Йожина молчала. Первая боль улеглась, и снова голос Марека звучал ей как далекая музыка, как шум ветра, как шорохи влажной земли.
— Я безработный! — повторил Марек. — Я хожу и дышу, вижу и слышу, везде вокруг жизнь и красота, но только не для меня, не для нас. Даже и любовь уже не для нас. Смотри — я молодой, здоровый, и ты молодая, здоровая… и все же мы не можем любить так, как любят другие молодые люди, заводят семью, имеют детей. Думаешь, я этого не вижу? Думаешь, мне не жаль жизни? Нас сотни тысяч, молодых и здоровых, а мы — как пустоцвет… Пройдет время, мы отцветем, и не будет никого, кто придет после нас. Не будет семени, которое проросло бы…
Она шла рядом с ним, с сердцем в жестоких тисках, ноги заплетались, а в груди переваливался тяжелый камень.
— Что будет с нами, молодыми? — спрашивал он скорее самого себя. — К чему придет народ, если это так? Послушай разных ораторов, загляни в любые книги и газеты… все только бьют себя в грудь, превозносят свою заботу о народе, а нас видеть не хотят, о нужде не хотят слышать, топчут в прах половину народа и две трети молодежи, мы не имеем права на жизнь, не имеем права на любовь, ни на что не имеем права… Я не боюсь тебя, я за тебя боюсь и не хочу, чтоб ты очутилась в такой же пропасти, как и я сам.

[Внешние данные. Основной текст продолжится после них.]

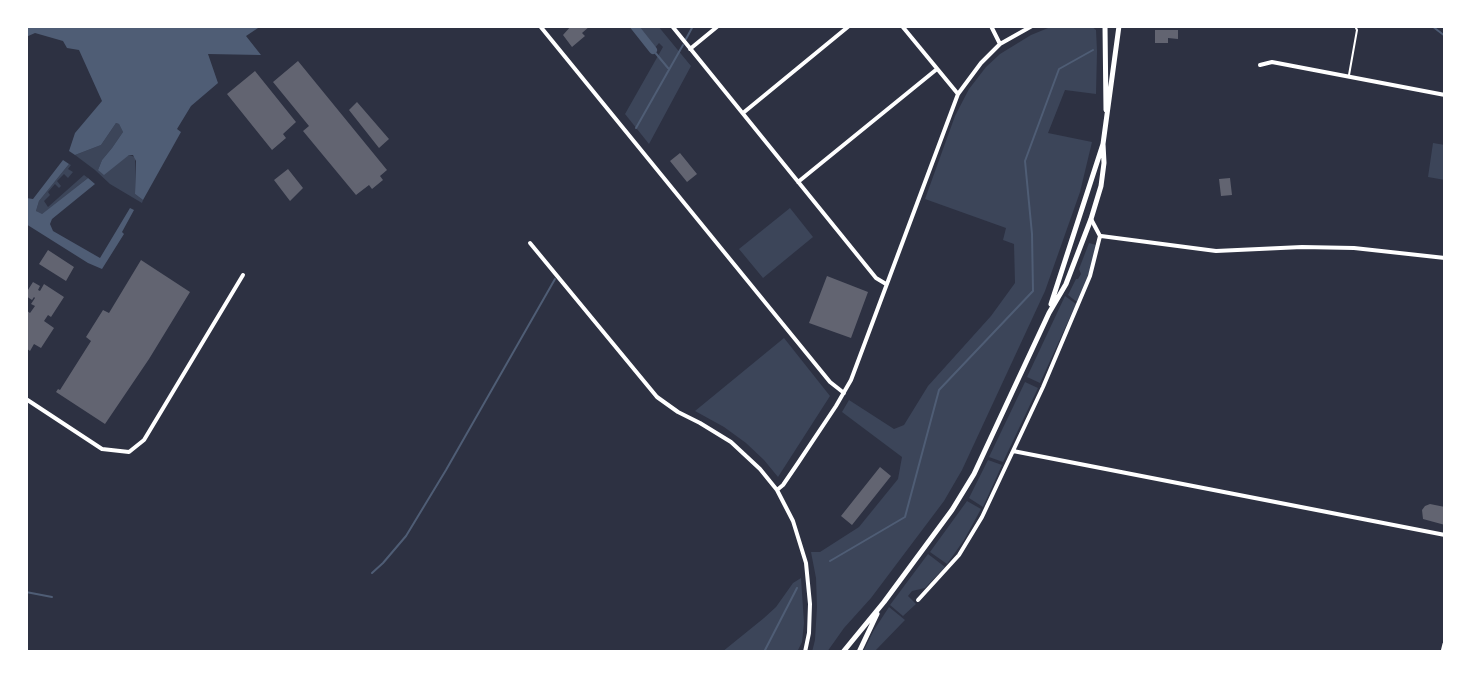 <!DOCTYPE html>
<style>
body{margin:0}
#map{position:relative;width:1471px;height:678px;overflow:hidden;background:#2d3142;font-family:Barlow,sans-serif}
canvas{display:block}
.frame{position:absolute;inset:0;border:28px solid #fff;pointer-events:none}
</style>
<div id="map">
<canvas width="1471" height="678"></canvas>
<div class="frame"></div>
</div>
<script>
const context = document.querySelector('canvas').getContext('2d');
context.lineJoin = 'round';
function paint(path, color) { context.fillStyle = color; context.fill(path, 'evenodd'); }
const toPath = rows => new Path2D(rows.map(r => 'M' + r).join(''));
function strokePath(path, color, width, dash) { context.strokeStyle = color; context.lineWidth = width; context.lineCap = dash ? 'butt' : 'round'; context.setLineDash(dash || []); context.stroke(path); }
const green = toPath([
 [634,26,658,26,691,66,649,144,625,114,663,47,659,43,653,50],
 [1053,26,1091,26,1096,30,1097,51,1096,94,1065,90,1048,133,1092,142,1080,192,1045,291,962,470,944,501,871,598,844,628,827,652,812,652,815,640,817,607,816,578,811,552,820,552,859,527,898,479,902,457,842,412,849,400,894,429,904,425,928,386,991,316,1015,283,1014,244,1003,240,1006,228,925,199,955,116,969,89,986,67,1000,54,1031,35],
 [116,123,119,124,123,132,112,148,102,160,98,170,129,155,135,157,135,194,143,200,142,203,110,184,95,170,75,155,101,145],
 [1433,143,1445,145,1445,180,1428,177],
 [69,164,71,165,68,169,73,172,68,178,64,174,57,181,61,186,59,188,55,184,48,192,50,195,44,201,48,207,84,175,88,178,41,215,36,211,39,201],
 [790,208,813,237,763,278,739,249],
 [1089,243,1096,245,1091,268,1077,302,1068,295,1076,279,1078,279,1081,274,1079,269],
 [1065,296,1076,304,1040,383,1027,377],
 [784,338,830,396,778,477,764,460,746,443,724,427,695,411],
 [1025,382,1038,388,1003,462,989,457],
 [988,460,1002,465,983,507,969,498],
 [967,501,981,509,964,540,947,564,930,552],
 [928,554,945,567,925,588,912,591,908,596,916,604,903,616,890,605],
 [801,578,804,623,802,642,797,652,722,652,764,618,776,607,793,583],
 [889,607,905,620,874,652,863,652,874,630]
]);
const water = toPath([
 [26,26,261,26,246,36,261,55,208,54,218,83,191,106,177,129,181,132,143,200,135,194,136,161,133,155,129,155,104,175,98,170,102,160,112,148,123,132,119,124,116,123,101,145,75,155,69,151,75,133,102,101,79,50,67,48,63,41,35,33,26,37],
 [63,160,69,164,39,201,36,211,42,214,88,178,95,184,52,219,50,224,53,231,100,258,130,208,134,210,122,232,124,234,102,269,88,263,26,224,26,198,33,199]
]);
const stream = toPath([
 [1432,26,1445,36],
 [686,39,693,26],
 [653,50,668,68],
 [636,128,683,45],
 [830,561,905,517,939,390,1033,291,1032,234,1025,161,1059,69,1093,50],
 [372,573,383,563,406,536,446,470,555,279],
 [26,592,52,597],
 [764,652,797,588]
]);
const canal = toPath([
 [634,26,653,50]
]);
const building = toPath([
 [571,26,590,26,582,33,585,36,572,47,563,35],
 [1155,30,1178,30,1178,39,1168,38,1168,43,1155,43],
 [298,61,387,170,380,176,383,180,372,189,369,185,356,195,303,131,309,126,273,82],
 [255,71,296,122,283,134,286,138,272,150,227,94],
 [357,102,389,139,379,148,349,110],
 [680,153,697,174,687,182,670,161],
 [288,169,303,188,290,201,274,180],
 [1230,178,1232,195,1221,196,1219,179],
 [48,250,74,267,66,281,39,264],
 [141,260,190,292,149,359,105,424,56,392,58,389,60,390,91,341,86,337,103,310,109,313],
 [827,276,868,292,851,338,809,323],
 [33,282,40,286,38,290,40,291,44,284,64,297,51,317,48,315,44,321,54,328,41,348,34,344,30,351,26,348,26,310,30,313,35,306,31,304,35,298,34,297,32,300,26,296,26,293],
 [880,467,891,476,852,525,841,516],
 [1430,504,1445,507,1445,525,1423,519,1422,510,1425,506]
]);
const service = toPath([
 [1349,75,1357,30,1355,26]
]);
const minor = toPath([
 [540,26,830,382,844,393],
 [672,26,876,278,886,284],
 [902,26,958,94],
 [991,26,1000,44],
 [690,49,718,26],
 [1260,65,1272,62,1445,95],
 [743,113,849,26],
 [798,182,937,69],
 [1101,236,1216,251,1302,247,1354,248,1445,258],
 [530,243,657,397,678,412,700,423,731,442,760,469,777,490,793,521,806,563,810,604,809,633,805,652],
 [26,399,102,449,129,452,144,440,243,275],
 [1013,451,1445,535],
 [777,490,783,485,798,463,836,406,851,380,958,94,981,63,1000,44,1032,26],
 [918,600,959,555,982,517,1043,387,1090,276,1100,236,1091,219]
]);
const tertiary = toPath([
 [1443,652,1445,644]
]);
const secondary = toPath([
 [1105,26,1106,110],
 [1051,304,1103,144,1119,26],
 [843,652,884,602,952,510,974,474,1049,313,1066,284,1091,219,1101,186,1104,163,1103,144],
 [859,652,877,614]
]);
paint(green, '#3c4559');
paint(water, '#4f5d75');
strokePath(stream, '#4f5d75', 2);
strokePath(canal, '#4f5d75', 8);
paint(building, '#626471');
strokePath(service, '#fff', 2);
strokePath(minor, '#fff', 4);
strokePath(tertiary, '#fff', 5);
strokePath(secondary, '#fff', 5);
</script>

— Но это когда-нибудь изменится, — начала она его утешать, — снова будет работа…
Ей было жаль Марека, и голос ее наполнился страданием.

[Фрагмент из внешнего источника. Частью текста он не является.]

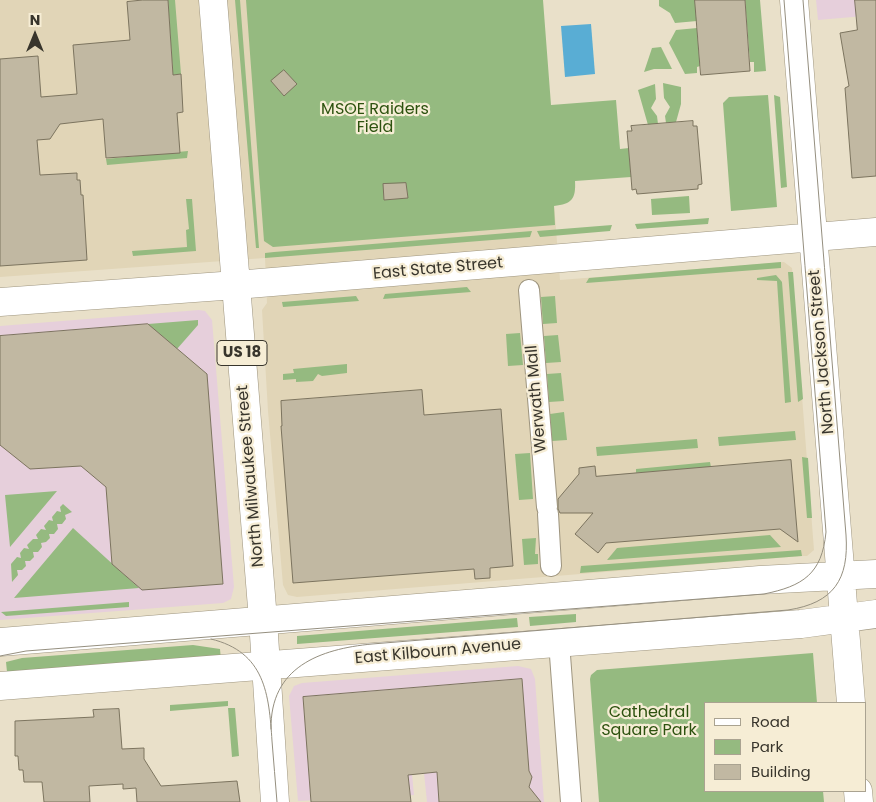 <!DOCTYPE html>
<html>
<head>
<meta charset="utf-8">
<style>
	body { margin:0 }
	#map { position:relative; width:876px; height:802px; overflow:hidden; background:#e9e0c9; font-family:Poppins,sans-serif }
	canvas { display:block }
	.legend { position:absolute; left:704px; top:702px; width:162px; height:90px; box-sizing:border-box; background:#f6edd5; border:1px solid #aaa391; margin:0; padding:6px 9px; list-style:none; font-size:15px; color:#38352c }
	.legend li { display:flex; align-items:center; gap:10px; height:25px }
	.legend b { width:25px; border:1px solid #aaa391 }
	.north { position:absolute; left:10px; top:10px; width:50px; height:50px; -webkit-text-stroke:4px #f6edd5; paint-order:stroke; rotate:0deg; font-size:14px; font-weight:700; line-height:20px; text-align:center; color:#38352c }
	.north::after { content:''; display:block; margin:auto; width:18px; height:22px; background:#38352c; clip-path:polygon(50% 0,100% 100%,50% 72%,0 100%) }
</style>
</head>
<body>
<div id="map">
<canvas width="876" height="802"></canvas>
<ul class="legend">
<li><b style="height:6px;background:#fff"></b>Road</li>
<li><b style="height:14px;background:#95ba80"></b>Park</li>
<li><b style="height:14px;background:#c1b8a2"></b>Building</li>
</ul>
<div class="north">N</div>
</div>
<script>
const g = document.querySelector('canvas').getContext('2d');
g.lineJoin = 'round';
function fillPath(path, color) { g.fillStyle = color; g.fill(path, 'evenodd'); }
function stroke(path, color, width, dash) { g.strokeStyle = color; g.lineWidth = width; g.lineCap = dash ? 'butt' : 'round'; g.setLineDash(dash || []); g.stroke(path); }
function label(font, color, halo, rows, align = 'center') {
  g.font = font + ' Poppins,sans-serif'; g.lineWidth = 4.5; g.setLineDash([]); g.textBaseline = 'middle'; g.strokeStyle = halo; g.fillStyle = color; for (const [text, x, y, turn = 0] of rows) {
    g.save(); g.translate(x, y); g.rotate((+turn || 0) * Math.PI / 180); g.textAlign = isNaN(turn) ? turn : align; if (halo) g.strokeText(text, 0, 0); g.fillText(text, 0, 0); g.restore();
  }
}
fillPath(new Path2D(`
	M816,0H876V15L818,20Z
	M199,310L205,311L212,320L234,587L231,599L223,603L0,620V326Z
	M518,666L531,669L535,679L544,802H427L424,773L412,774L414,795L298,801L289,696L294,686L302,683Z`), '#e6cfdb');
fillPath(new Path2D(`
	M0,0H538L560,280L784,262L792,268L814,550L807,556H802L297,597L288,595L283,585L268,411L262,310L267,303L265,258L0,277Z`), '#e1d5b7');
fillPath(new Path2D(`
	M168,0H175L181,74L173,75Z
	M235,0H240L259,248H256Z
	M246,0H543L551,105L616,100L620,149L629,148L631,177L575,181C576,199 572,204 554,206L555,225L273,247L264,241Z
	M659,0H695L697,21L675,23L670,13L659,6Z
	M745,0H760L766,71L754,72V62H750Z
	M697,28L700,66L697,67V73L685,74L669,43L676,30Z
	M661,47L672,69H654L644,72L652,48Z
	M663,83L681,87V104L676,122L666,123L665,116L670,107L664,98Z
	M655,84L656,99L651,108L657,116L658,124L648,125L638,90Z
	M768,95L777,207L731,211L723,103L729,97Z
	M774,95L780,97L787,187L781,188Z
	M188,151L187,158L107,165L106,159Z
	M689,196L690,213L652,215L651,199Z
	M186,199H192L196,251L133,256L132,251L187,247L186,230L189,229Z
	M709,218L708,224L637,229L635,224Z
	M612,225L610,231L540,237L537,231Z
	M532,231L530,237L265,258V253L274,252Z
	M781,262V268L586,283L589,278Z
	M788,272H793L803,399L798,402Z
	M776,275L782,282L791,402L785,403L777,281L757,280V278Z
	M467,287L471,292L383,299L385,294Z
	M356,296L359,301L283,307L282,302Z
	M555,296L557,323L543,324L541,297Z
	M198,320V325L177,349L148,324Z
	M520,333L523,365L508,366L506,334Z
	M558,335L561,362L546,363L544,336Z
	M347,364V373L322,376L318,374L313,381L296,382V379L283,380V374L294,373L293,369Z
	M561,373L564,401L549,402L547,374Z
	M564,412L567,440L552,441L550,414Z
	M795,431L796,440L719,446L718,437Z
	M697,439L698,448L597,456L596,447Z
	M530,453L533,499L519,500L515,454Z
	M802,457L808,458L812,518H807Z
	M710,462L711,467L636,473V469Z
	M57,491L10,547L5,495Z
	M63,504L72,512L65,515L66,519L62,524H57L58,529L54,534H49L50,538L46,542L41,543L42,547L38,552H33L34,557L30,561H25L26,566L22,570H17L18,575L12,582L11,564L17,557L21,558L20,553L24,548L29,549L27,545L33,539H38L36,535L41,529L46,530L44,526L49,520L53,521L52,517L57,511L61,512L60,507Z
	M73,528L139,588L14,598Z
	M770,535L781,547L607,560L617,548Z
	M536,538L535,554H538V564L524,565L522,539Z
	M801,550L802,556L580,573L581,566Z
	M129,602V607L6,616L1,612Z
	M576,614V622L530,626L529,617Z
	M517,618L518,627L297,644V636Z
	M193,645L220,649L221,660L7,672L6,662L22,658Z
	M813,653L817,703H705V791H823L824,802H599L590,679L591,675L597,670Z
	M228,701V706L170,711V705Z
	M228,708H235L239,756L232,757Z`), '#95ba80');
fillPath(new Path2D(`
	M591,24L595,74L565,77L561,26Z`), '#59add4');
const building = new Path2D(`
	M143,0H168L173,75L181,74L183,112L177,113L180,153L106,158L103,119L60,124L50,139L37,140L40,175L77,173V180H80L81,195H83L87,260L0,266V59L38,56L41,97L77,94L73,45L130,40L127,2Z
	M695,0H745L750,71L701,75Z
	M855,0H876V176L852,178L845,88L849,86L840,33L857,30Z
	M284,70L297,84L284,96L271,81Z
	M693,121V126H697L702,184L698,185V189L637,194L636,189L632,190L631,177L627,131H632L631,126Z
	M406,183L408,198L384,200L383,184Z
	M148,324L207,374L223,584L142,590L112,564L106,487L81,466L30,469L0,445V336Z
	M422,390L424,415L501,409L513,566L490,568V578L475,579L474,569L293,583L281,426H282L281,401Z
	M791,460L798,542L780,529L606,543L598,553L575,534L593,513H560L558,509V499L579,474V468L595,466L596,476Z
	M522,679L529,771L532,777L529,787L541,802H439L437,772L408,775L411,802H311L303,697Z
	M119,709L122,749L144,748V759L161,786L237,781L240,802H137L136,788L123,789V784L89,786L90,802H44L42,782H24L23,770H19L18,756H15V721L94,717L93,710Z`);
fillPath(building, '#c1b8a2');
stroke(building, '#7c745f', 1);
const street = new Path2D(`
	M529,290L547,507
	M548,514L551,566
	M559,642L571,802`);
const secondary = new Path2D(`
	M213,0L236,285L876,232
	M794,0L851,703
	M0,642L760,580L876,574
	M0,686L801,624L876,614
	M858,791L859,802`);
const primary = new Path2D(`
	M0,302L236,285L263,620L275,802`);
stroke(street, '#9e957f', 22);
stroke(secondary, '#9e957f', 29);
stroke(primary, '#9e957f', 29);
stroke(street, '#fff', 20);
stroke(secondary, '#fff', 28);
stroke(primary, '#fff', 28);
stroke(new Path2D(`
	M211,639C265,652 269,694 272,741C274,761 275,782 277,802
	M0,656L26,651L764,594C803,586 822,574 826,532L784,0
	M271,729C270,667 320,649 372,644L788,610C834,603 849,579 846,535L803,0`), '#958f7f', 1);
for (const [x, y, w] of [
	[242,353,50]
]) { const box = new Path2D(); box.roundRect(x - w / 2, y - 12.5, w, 25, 4); g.fillStyle = '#f6edd5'; g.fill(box); stroke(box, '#38352c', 1); }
label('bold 15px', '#38352c', null, [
	["US 18",242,353]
]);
label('16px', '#2d520f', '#f6edd5', [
	["MSOE Raiders",375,110],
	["Field",375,128],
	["Cathedral",649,713],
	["Square Park",649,731]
]);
label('16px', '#38352c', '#f6edd5', [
	["East State Street",438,269,-5],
	["North Jackson Street",822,352,-95],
	["Werwath Mall",537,399,-95],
	["North Milwaukee Street",251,476,-95],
	["East Kilbourn Avenue",438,652,-5]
]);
</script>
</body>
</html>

— Снова будет работа! — вырвалось у Марека. — Да я ведь говорю не только о нас, о безработных. Посмотри, сколько зарабатывают рабочие на заводах, сколько они получают у помещика, сколько платят тебе и другим, а ведь у вас есть работа! Посмотри на молодую интеллигенцию… они дерутся за места с окладом в триста и четыреста крон, молодые врачи и инженеры идут в дворники, в полицейские. Думаешь, такая работа открывает им мир? Думаешь, им лучше, думаешь, вам дается большее право на жизнь, на счастье, на любовь, думаешь, что вы… спасены? У меня нет работы, у нас нет работы, мы терпим нужду, — но и они терпят нужду, даже имея работу! Ты говоришь: что-нибудь изменится… само собой ничего не изменится, мы сами должны это изменить, мы, молодые, пока молоды, пока нам хочется жить. Теперь ты видишь, я не боюсь тебя, — Марек взял и крепко стиснул руку Йожины, — я не боюсь тебя, но мне становится так жалко, когда я вижу, что прошла еще одна весна, — не для меня, когда вижу, что годы идут, а у меня — ничего… Жизнь? Счастье? Любовь? Ничего! Ничего. Поэтому-то должны мы сами все изменить, поэтому нам остается только борьба не на жизнь, а на смерть… а потом уж сможем жить, любить и быть счастливыми.
IX
Никто не ожидал, что первые дни октября могут быть такими холодными, как в этом году. Люди ежились в пальто, некоторые подумывали уже и о шубах. Угольщики развозили по домам первые запасы топлива. На все преждевременно пало необычное зимнее настроение.
Вавро приготовил печь и затопил. В комнату постепенно входил вечер, долгие осенние сумерки набрасывали на все печальную серую тень. Вавро начистил картошки, поставил на огонь. «Опять маму где-то задержали, — подумал он. — От этих Квассайов она никогда не вырвется вовремя. Позовут стирать, а там еще и уборка. Вот уж где она трижды свои деньги заслуживает!»
Когда мать уходила в дом Квассайов, его всегда охватывало неприятное чувство. Он не мог себе его объяснить — и не мог от него избавиться. И его нервы были издерганы от собственной беспомощности, его угнетало вынужденное нахлебничество. А оттого, что Квассаи выше всякой меры эксплуатировали мать, он делался раздраженным, озлобленным, чувствуя, что и сам-то паразитирует на ее горькой участи.